Ortega dijo que éramos un pueblo de pintores porque éramos un pueblo adamita, que quiere empezar da capo en cada generación. Hay que venir a esta Exposición para darnos cuenta de que no es así. También el arte de mirar tiene tradiciones y herencias. Cuando analizamos los primeros dibujos de Goya, que reproducen los cuadros de Velázquez, descubrimos un Goya feliz de aprender, de identificar su arte, de imitar al maestro e incluso de superarlo. Miremos con atención esa copia de El triunfo de Baco. Resulta increíble la capacidad de identificar personalidades, caracteres, actitudes, con apenas unos trazos. No hay menos vida psíquica en esas pequeñas figuras a lápiz que en los impresionantes lienzos de Velázquez. En ambas obras de arte apreciamos muchas de las actitudes místicas de los personajes del Greco, ahora desprovistas de toda voluntad de transfiguración, carentes de sublimidad, como desnudas expresiones materiales de la ebriedad.

Nadie, de ninguna generación hispana, fue adamita en la percepción de las negras realidades patrias que, tozudas, se empeñaban en perpetuarse a través de los siglos.
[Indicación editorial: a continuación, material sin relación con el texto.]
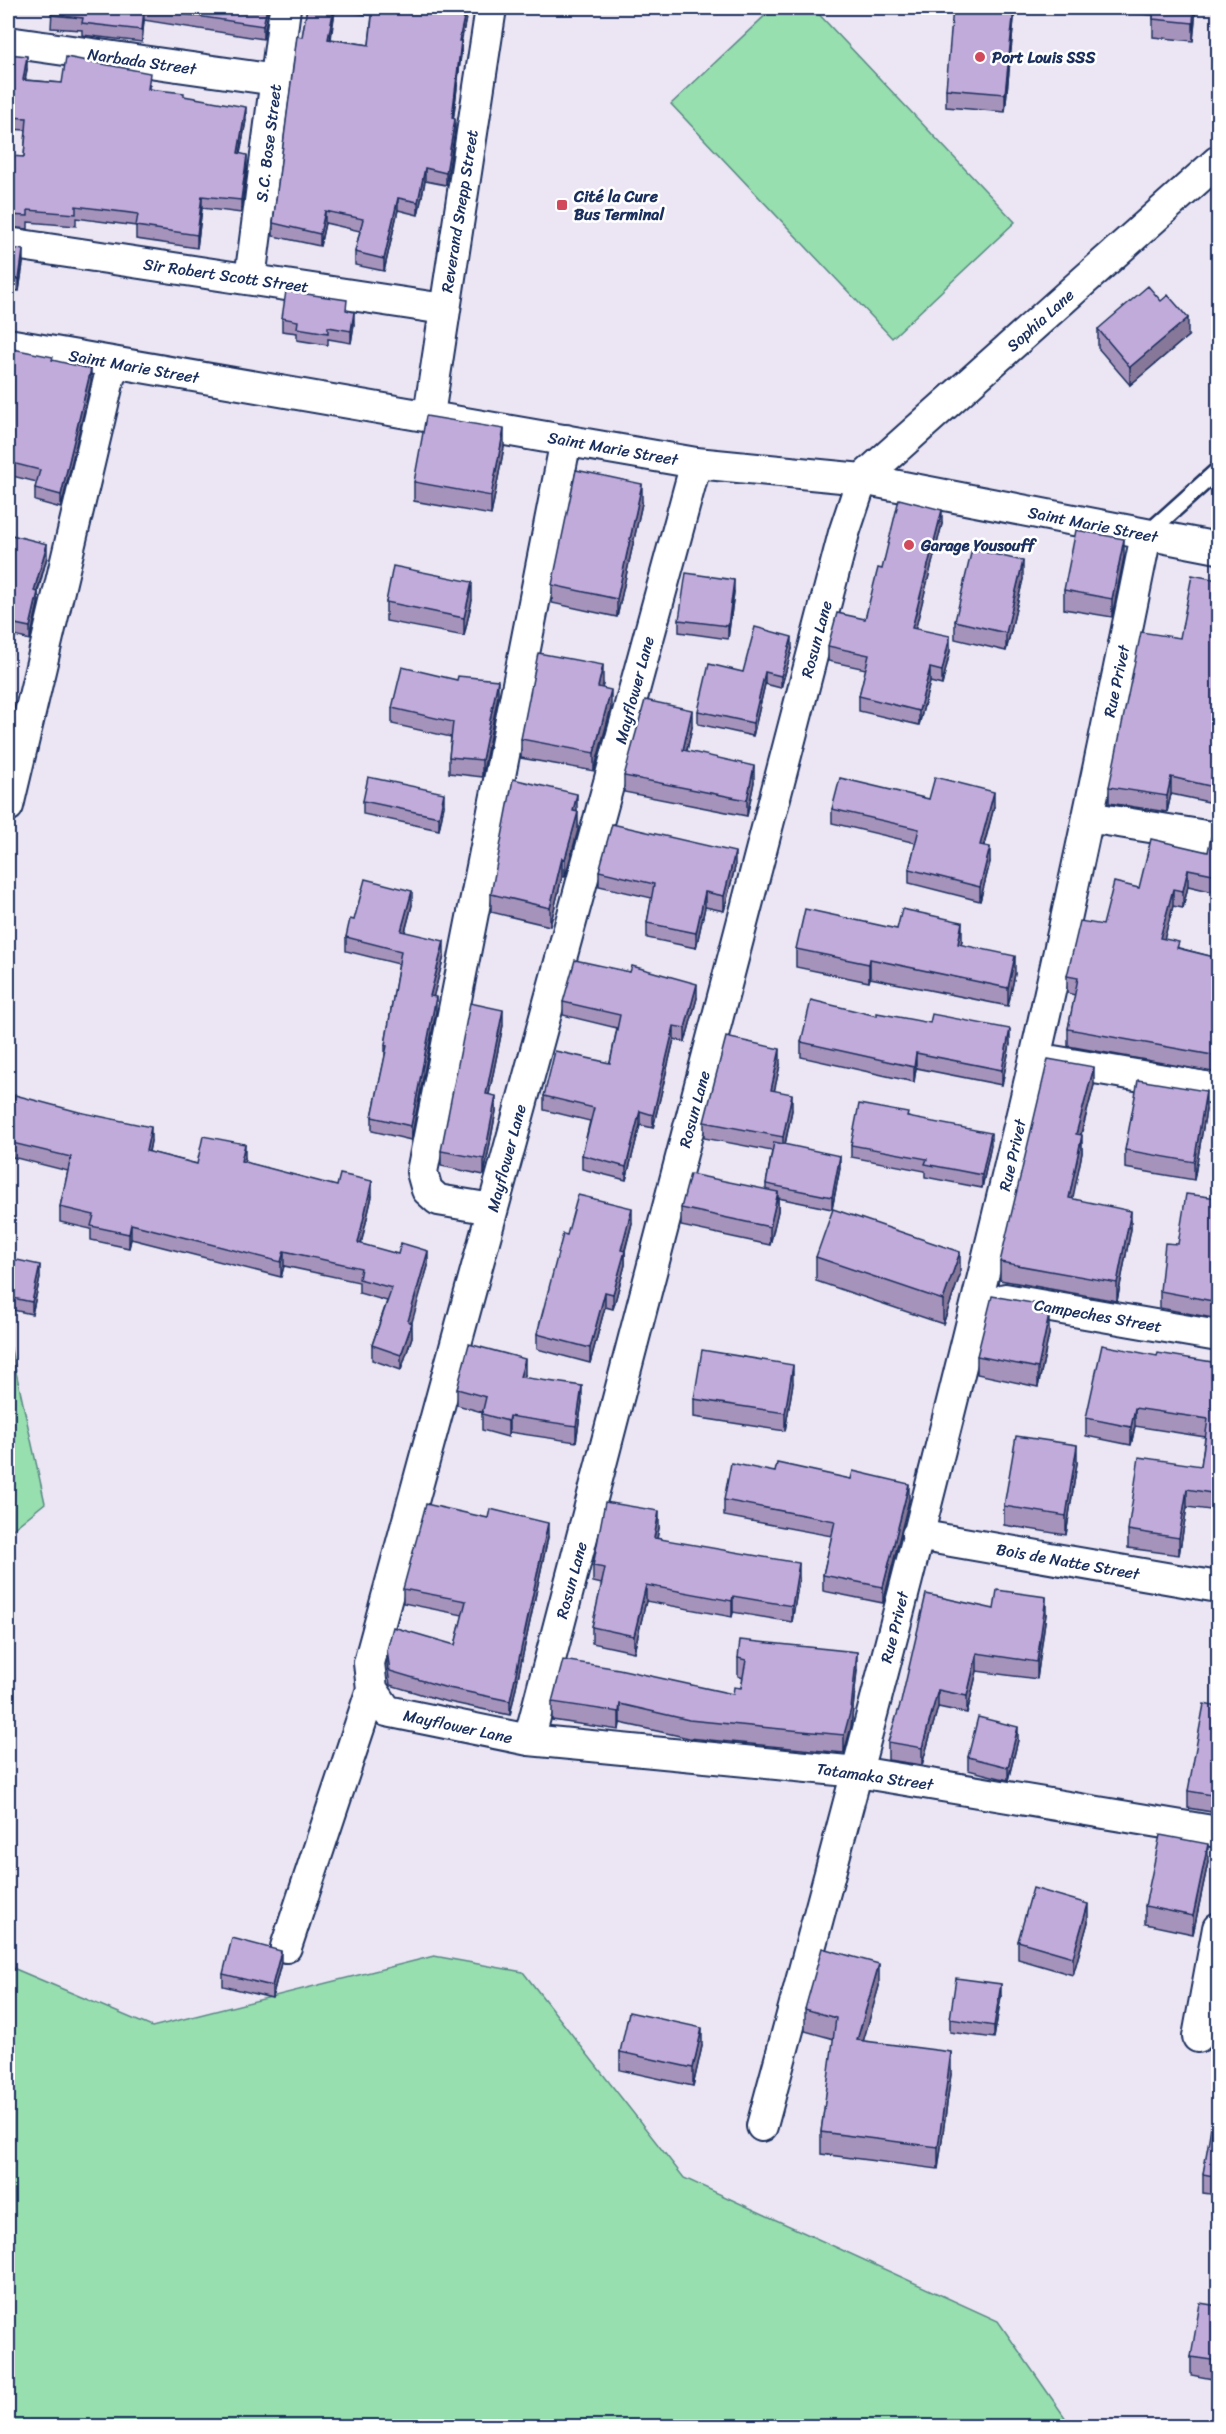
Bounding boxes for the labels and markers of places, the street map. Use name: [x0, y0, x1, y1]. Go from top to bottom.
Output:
place label: Port Louis SSS: [992, 43, 1095, 72]
marker: Port Louis SSS: [973, 50, 987, 64]
place label: Cité la Cure Bus Terminal: [573, 182, 665, 229]
marker: Cité la Cure Bus Terminal: [555, 198, 569, 212]
place label: Garage Yousouff: [920, 531, 1037, 560]
marker: Garage Yousouff: [902, 538, 916, 552]

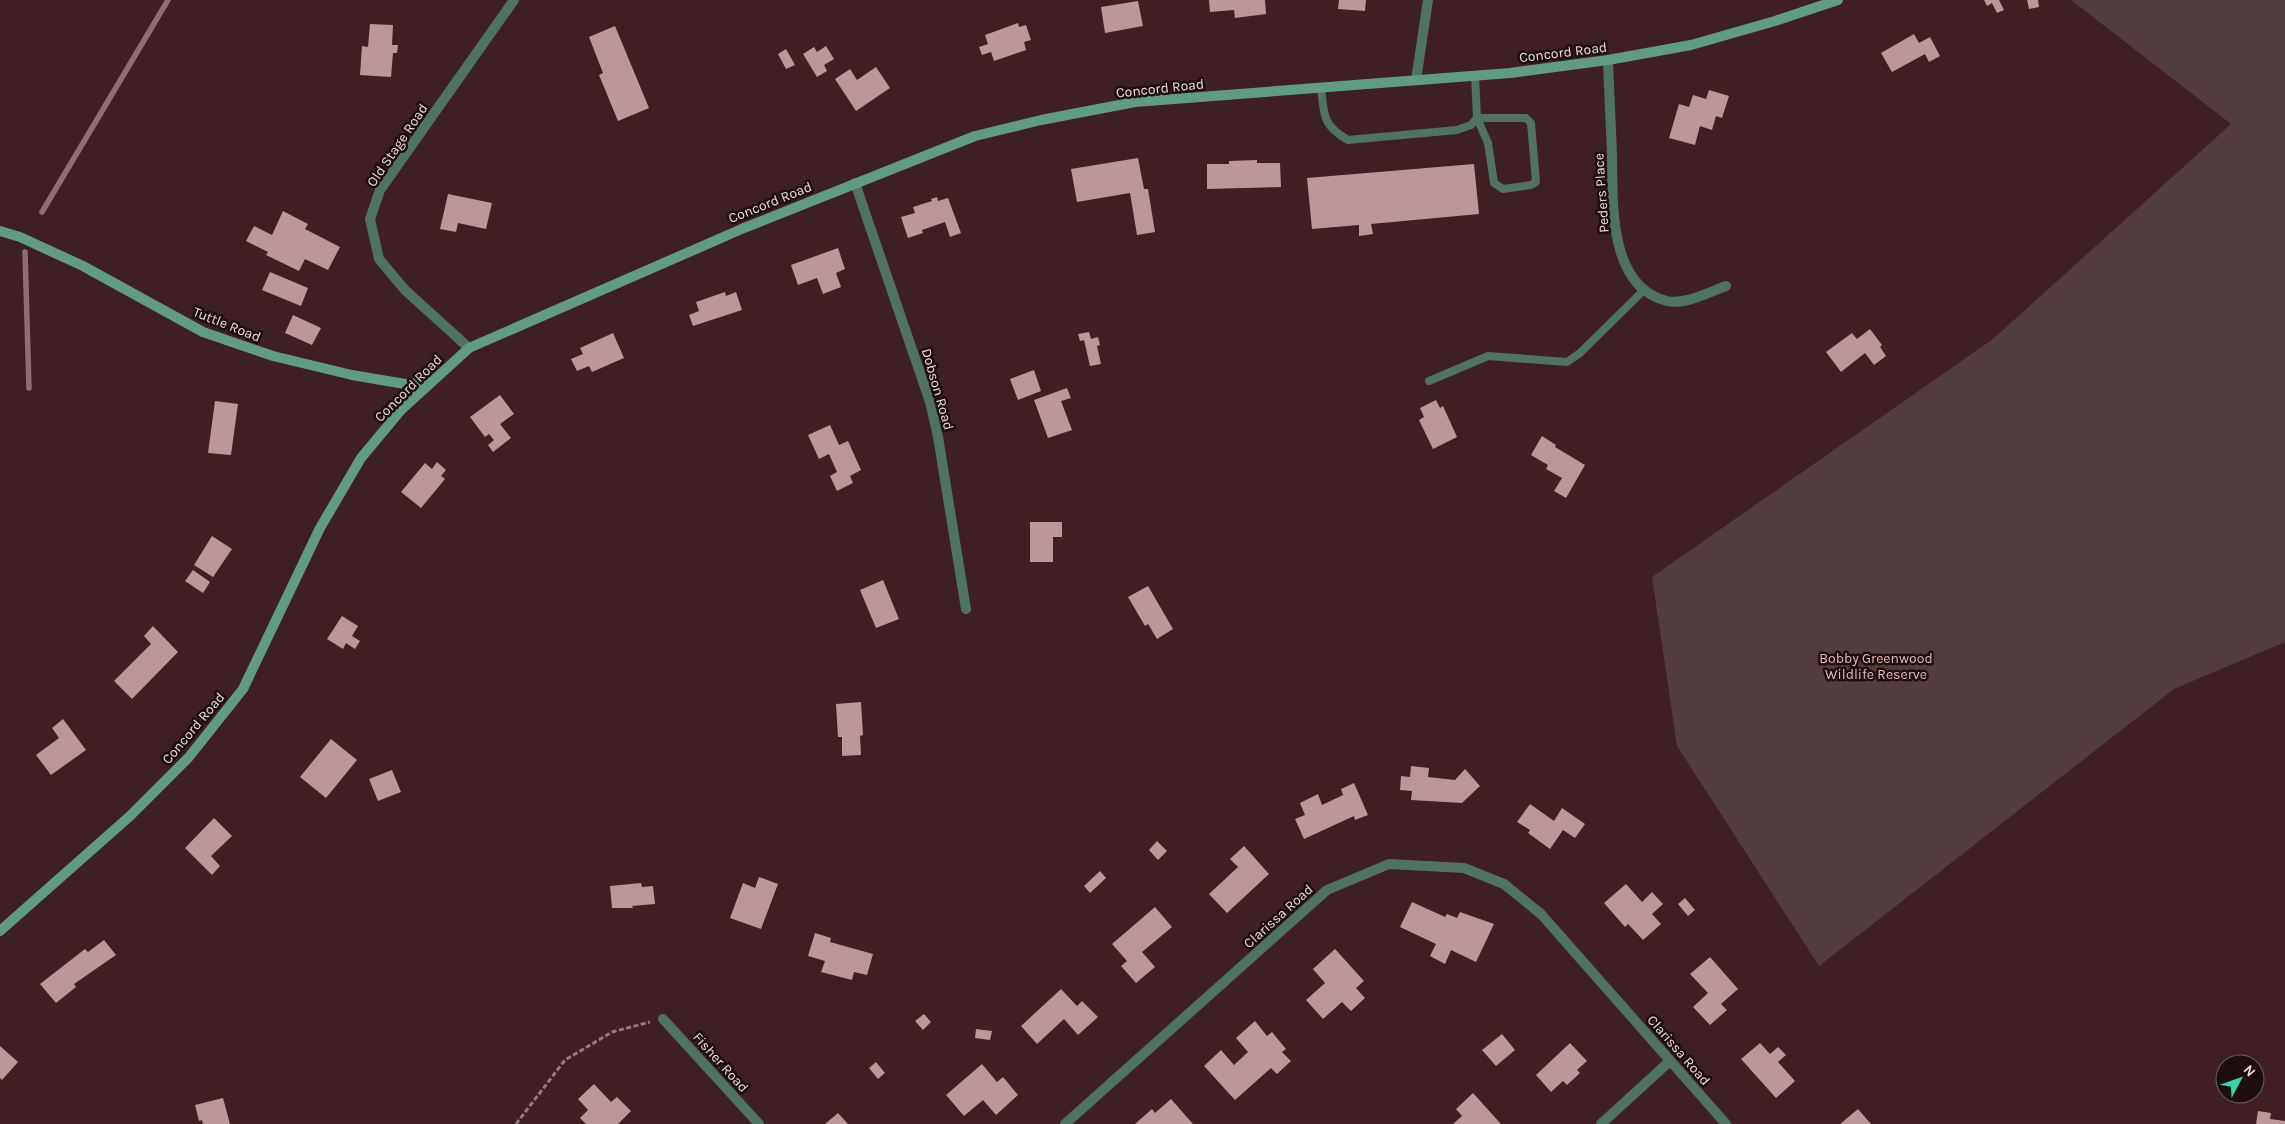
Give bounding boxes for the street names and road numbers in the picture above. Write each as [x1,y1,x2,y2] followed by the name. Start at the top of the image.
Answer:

Desde El Lazarillo a Valle (¿qué es Divinas Palabras sino una grandiosa ékfrasis de los dibujos de Goya?), pasando por Velázquez, Goya, Zuloaga y Buñuel, todos hemos sido enseñados a ver eso que nos produce repulsión. Esta mirada tiene su tradición, su estilo, incluso su manierismo, y deberíamos preguntarnos si podemos apreciarla como una mera idealización estética de lo negativo, o si más bien este arte hiperrealista brota del anhelo de algo más digno y más puro. Creo que este es el caso de Goya.

Solo tenemos que identificar aquel dibujo en el que ha deseado proyectar su sentido de la dignidad. Presenta a un hombre encadenado, pero ni las cadenas son sórdidas; su rostro noble, su oscura vestimenta, su gesto concentrado y estoico, la luminosidad que irradia, la resignada elegancia con que sobrelleva su desgracia, todo indica que el pintor se identifica con el personaje. Sabemos quién es y debemos preguntarnos por qué Goya le dedicó este sobrio dibujo. Fue Diego Mateo Zapata, el médico sefardita de Murcia. Al igual que él en su madurez, sus padres fueron condenados por la Inquisición, pero él lograría estudiar medicina en València. Murió en 1745. Goya escribió un motivo en su dibujo, Tu gloria será eterna. Quizá sea hora de preguntarnos por qué lo creía así y por qué se equivocó tanto.